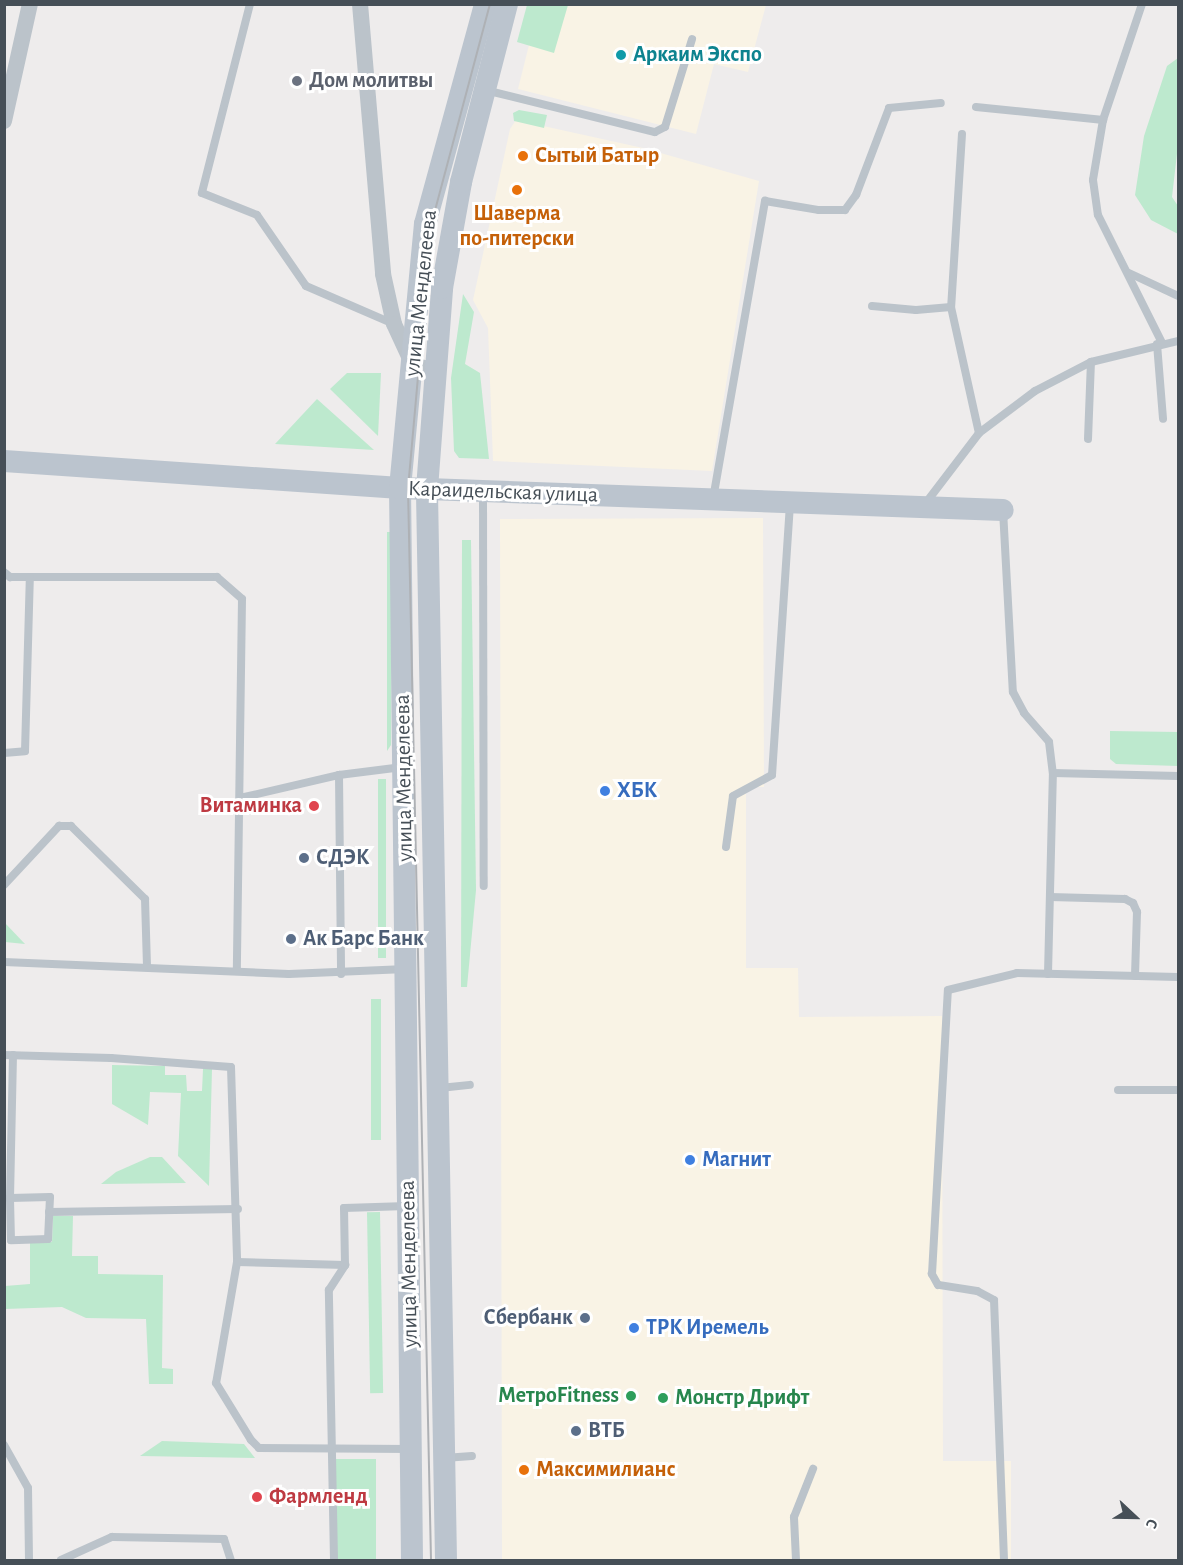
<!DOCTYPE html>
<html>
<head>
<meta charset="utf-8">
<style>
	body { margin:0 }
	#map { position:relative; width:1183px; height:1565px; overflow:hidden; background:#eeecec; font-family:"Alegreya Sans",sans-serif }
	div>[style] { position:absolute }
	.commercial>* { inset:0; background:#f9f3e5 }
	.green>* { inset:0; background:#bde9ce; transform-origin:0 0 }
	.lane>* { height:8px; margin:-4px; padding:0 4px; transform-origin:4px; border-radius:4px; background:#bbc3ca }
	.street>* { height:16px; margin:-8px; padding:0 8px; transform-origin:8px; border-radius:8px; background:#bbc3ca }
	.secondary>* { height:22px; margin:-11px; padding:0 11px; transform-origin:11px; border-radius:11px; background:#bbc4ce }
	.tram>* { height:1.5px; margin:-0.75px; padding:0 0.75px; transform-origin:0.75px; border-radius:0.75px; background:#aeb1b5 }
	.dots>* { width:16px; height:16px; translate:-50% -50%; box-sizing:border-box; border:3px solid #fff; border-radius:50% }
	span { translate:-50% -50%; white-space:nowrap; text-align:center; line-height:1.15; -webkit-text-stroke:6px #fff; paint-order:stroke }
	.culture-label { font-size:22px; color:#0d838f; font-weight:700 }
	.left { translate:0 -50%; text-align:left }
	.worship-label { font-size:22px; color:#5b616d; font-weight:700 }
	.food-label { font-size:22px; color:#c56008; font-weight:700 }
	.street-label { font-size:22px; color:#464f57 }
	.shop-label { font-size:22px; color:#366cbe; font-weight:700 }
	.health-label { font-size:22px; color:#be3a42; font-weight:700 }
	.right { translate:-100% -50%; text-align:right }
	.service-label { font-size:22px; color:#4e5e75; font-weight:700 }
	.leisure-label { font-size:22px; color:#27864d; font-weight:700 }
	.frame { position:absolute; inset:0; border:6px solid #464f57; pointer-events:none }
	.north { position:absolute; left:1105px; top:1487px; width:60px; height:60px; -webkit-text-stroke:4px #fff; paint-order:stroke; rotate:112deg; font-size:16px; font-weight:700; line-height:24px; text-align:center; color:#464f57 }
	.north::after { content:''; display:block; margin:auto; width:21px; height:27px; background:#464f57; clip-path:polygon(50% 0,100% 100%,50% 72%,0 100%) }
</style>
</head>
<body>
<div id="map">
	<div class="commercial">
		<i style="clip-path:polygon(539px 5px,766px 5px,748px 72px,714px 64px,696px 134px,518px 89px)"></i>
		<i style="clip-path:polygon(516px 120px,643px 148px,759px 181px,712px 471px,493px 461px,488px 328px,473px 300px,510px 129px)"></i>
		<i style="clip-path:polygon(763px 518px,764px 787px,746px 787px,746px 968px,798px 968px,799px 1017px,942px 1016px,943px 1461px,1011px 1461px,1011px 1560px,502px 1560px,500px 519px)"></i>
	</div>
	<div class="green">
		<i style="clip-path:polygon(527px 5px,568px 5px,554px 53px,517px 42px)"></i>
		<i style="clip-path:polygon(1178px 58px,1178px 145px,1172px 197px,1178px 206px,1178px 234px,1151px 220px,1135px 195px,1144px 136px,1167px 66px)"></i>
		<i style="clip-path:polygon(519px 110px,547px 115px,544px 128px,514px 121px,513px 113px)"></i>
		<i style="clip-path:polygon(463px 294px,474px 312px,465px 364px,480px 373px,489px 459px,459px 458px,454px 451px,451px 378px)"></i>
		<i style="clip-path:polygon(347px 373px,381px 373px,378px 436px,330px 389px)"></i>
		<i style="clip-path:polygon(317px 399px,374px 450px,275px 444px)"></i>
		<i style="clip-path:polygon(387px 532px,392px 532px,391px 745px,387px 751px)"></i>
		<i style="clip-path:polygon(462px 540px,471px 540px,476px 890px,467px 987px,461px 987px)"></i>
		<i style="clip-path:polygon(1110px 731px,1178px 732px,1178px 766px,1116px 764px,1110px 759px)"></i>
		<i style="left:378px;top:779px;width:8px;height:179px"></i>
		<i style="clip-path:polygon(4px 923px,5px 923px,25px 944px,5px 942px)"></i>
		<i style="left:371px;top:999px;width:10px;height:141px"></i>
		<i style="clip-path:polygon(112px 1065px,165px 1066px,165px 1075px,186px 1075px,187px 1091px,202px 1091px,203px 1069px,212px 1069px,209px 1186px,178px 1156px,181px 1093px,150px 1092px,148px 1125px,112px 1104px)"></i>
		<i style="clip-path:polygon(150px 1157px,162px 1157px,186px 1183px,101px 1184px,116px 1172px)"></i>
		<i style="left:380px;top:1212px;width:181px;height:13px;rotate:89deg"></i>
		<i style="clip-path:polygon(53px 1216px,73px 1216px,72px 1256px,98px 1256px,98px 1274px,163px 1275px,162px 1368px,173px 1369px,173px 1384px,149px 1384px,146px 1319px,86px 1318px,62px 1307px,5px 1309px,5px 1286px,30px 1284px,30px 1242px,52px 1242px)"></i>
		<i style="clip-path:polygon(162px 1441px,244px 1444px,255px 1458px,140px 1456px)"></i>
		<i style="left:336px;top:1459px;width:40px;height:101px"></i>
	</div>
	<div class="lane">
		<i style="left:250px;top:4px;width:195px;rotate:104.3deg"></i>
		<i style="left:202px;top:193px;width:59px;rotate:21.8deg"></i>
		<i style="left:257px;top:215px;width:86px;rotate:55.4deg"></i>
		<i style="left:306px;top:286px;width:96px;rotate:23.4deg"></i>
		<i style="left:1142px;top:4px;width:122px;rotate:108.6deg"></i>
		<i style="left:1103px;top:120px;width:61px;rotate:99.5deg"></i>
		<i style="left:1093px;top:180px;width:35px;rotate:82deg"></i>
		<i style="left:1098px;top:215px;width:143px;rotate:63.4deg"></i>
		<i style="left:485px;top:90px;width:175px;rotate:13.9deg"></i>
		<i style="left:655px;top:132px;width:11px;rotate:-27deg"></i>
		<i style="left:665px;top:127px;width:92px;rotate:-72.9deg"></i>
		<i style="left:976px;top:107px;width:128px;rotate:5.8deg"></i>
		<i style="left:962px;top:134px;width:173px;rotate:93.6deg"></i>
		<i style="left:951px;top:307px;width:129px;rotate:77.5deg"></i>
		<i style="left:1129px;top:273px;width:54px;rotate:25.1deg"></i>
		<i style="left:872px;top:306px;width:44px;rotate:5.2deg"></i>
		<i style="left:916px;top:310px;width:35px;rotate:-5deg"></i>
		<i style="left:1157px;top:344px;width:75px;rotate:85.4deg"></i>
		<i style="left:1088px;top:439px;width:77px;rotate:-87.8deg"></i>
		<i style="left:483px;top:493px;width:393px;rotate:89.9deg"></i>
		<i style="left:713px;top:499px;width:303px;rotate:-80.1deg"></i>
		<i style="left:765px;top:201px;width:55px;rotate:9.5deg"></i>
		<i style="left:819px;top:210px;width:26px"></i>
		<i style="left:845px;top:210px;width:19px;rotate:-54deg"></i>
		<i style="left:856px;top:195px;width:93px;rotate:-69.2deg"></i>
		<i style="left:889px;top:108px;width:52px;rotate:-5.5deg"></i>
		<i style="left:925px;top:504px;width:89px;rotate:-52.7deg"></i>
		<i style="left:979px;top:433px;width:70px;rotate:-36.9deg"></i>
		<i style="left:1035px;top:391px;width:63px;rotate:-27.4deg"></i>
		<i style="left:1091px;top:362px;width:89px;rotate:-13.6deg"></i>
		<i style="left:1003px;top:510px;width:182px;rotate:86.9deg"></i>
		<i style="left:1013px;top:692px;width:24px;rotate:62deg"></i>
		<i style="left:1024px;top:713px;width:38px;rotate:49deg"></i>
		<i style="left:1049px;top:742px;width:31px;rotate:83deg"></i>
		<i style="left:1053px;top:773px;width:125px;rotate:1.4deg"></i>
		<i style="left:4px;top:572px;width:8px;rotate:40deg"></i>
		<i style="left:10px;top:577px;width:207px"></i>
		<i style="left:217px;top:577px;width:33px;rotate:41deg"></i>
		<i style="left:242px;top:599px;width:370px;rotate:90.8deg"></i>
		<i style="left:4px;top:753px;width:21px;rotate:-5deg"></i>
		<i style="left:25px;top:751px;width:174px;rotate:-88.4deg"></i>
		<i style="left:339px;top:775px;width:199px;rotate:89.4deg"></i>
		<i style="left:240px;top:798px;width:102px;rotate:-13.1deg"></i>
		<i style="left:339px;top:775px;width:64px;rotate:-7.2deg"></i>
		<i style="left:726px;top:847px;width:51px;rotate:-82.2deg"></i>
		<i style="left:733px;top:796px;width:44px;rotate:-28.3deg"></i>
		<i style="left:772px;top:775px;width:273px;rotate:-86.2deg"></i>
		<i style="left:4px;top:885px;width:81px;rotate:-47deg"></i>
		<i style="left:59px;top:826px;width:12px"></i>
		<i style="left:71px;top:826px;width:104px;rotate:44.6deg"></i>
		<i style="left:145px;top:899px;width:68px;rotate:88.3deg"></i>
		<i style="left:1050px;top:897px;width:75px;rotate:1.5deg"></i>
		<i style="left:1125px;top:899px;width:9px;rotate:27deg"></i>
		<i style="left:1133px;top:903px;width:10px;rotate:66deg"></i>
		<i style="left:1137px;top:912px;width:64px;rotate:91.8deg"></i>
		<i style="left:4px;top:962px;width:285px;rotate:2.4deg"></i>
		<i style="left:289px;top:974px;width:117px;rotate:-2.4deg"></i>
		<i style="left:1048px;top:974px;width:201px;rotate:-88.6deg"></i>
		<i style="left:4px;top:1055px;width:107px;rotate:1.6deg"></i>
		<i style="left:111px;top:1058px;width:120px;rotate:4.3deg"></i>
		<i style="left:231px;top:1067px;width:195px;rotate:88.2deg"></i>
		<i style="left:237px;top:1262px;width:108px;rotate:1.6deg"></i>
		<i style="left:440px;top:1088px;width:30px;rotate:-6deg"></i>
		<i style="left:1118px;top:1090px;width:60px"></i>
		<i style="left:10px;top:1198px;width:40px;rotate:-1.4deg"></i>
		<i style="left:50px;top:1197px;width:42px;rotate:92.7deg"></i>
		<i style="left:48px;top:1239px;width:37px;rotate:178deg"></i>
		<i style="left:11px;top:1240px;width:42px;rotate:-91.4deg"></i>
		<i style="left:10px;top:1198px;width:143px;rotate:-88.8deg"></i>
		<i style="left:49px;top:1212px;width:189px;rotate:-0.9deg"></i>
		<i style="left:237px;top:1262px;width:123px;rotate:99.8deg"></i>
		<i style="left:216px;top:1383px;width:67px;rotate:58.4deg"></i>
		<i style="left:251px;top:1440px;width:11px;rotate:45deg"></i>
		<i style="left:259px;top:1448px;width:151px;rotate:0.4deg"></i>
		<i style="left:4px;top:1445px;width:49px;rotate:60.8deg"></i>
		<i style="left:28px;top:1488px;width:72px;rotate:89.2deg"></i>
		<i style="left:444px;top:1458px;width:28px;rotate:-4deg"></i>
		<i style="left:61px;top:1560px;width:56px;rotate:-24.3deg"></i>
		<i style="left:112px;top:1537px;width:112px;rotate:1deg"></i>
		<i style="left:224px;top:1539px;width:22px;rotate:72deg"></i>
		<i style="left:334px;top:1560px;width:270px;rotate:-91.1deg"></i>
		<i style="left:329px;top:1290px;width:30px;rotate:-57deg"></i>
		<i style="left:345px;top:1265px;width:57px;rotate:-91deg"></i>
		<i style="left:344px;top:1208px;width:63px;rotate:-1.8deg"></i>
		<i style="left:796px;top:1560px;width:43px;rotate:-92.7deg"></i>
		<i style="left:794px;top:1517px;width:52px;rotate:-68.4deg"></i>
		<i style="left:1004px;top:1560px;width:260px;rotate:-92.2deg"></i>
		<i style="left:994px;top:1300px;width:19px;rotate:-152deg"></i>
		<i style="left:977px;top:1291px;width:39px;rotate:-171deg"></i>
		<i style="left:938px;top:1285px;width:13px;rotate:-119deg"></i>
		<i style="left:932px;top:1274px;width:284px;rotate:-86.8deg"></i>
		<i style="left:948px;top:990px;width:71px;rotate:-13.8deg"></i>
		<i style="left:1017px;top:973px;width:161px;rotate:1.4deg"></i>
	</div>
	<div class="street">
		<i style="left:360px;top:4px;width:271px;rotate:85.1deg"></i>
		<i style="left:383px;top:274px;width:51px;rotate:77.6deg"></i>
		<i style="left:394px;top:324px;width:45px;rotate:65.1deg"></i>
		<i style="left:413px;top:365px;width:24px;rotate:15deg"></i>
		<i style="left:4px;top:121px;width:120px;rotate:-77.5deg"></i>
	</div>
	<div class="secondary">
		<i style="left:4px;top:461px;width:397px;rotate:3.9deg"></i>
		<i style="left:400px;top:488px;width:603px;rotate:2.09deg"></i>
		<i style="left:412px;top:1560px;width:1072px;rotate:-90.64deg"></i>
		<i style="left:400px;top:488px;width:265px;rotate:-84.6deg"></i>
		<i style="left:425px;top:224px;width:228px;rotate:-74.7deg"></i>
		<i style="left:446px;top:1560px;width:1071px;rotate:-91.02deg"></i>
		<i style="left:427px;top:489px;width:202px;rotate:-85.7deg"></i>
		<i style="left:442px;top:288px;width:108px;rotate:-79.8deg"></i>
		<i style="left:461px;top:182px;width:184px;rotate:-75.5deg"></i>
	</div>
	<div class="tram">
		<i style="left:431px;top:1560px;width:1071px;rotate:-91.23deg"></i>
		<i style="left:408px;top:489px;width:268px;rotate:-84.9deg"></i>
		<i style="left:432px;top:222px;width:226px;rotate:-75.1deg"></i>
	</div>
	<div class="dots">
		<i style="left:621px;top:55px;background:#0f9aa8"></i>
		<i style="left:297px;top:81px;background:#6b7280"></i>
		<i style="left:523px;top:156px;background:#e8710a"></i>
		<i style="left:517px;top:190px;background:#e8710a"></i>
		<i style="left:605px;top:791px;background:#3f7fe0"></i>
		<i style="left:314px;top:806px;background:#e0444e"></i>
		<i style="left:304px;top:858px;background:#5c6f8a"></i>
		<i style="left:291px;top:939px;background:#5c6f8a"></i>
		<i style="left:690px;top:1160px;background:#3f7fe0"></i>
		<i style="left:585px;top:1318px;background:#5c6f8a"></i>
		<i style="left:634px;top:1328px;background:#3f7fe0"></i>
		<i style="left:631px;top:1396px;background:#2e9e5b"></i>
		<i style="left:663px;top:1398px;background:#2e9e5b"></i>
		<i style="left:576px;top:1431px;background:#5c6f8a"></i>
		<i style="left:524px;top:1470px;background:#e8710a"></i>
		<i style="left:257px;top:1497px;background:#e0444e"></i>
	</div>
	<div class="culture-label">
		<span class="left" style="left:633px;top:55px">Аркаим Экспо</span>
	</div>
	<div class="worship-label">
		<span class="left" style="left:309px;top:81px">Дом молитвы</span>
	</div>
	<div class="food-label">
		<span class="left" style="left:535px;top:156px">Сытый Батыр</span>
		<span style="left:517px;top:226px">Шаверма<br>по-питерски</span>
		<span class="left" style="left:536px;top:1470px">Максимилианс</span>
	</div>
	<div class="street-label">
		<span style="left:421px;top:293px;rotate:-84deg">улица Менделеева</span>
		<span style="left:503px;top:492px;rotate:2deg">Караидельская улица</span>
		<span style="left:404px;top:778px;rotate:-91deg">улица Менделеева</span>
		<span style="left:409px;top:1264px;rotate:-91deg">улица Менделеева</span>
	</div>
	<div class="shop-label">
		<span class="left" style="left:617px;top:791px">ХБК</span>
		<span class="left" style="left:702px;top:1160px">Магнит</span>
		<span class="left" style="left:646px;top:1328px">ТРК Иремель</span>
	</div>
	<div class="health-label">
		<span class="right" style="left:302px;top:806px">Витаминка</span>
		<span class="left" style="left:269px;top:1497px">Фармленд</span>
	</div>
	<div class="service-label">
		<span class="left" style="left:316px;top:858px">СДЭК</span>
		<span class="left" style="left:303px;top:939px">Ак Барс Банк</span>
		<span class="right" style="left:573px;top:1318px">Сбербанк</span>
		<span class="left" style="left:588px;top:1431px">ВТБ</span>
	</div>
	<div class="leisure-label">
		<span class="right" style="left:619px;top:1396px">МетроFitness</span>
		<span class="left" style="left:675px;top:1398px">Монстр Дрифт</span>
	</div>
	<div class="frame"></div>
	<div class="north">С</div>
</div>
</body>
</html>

----

Repeat the lines of the listing above verbatim, beginning at its first line and ending at the line containing "translate:-50% -50%; white-space:nowrap;", which is included. Omit pictures.

<!DOCTYPE html>
<html>
<head>
<meta charset="utf-8">
<style>
	body { margin:0 }
	#map { position:relative; width:1183px; height:1565px; overflow:hidden; background:#eeecec; font-family:"Alegreya Sans",sans-serif }
	div>[style] { position:absolute }
	.commercial>* { inset:0; background:#f9f3e5 }
	.green>* { inset:0; background:#bde9ce; transform-origin:0 0 }
	.lane>* { height:8px; margin:-4px; padding:0 4px; transform-origin:4px; border-radius:4px; background:#bbc3ca }
	.street>* { height:16px; margin:-8px; padding:0 8px; transform-origin:8px; border-radius:8px; background:#bbc3ca }
	.secondary>* { height:22px; margin:-11px; padding:0 11px; transform-origin:11px; border-radius:11px; background:#bbc4ce }
	.tram>* { height:1.5px; margin:-0.75px; padding:0 0.75px; transform-origin:0.75px; border-radius:0.75px; background:#aeb1b5 }
	.dots>* { width:16px; height:16px; translate:-50% -50%; box-sizing:border-box; border:3px solid #fff; border-radius:50% }
	span { translate:-50% -50%; white-space:nowrap; text-align:center; line-height:1.15; -webkit-text-stroke:6px #fff; paint-order:stroke }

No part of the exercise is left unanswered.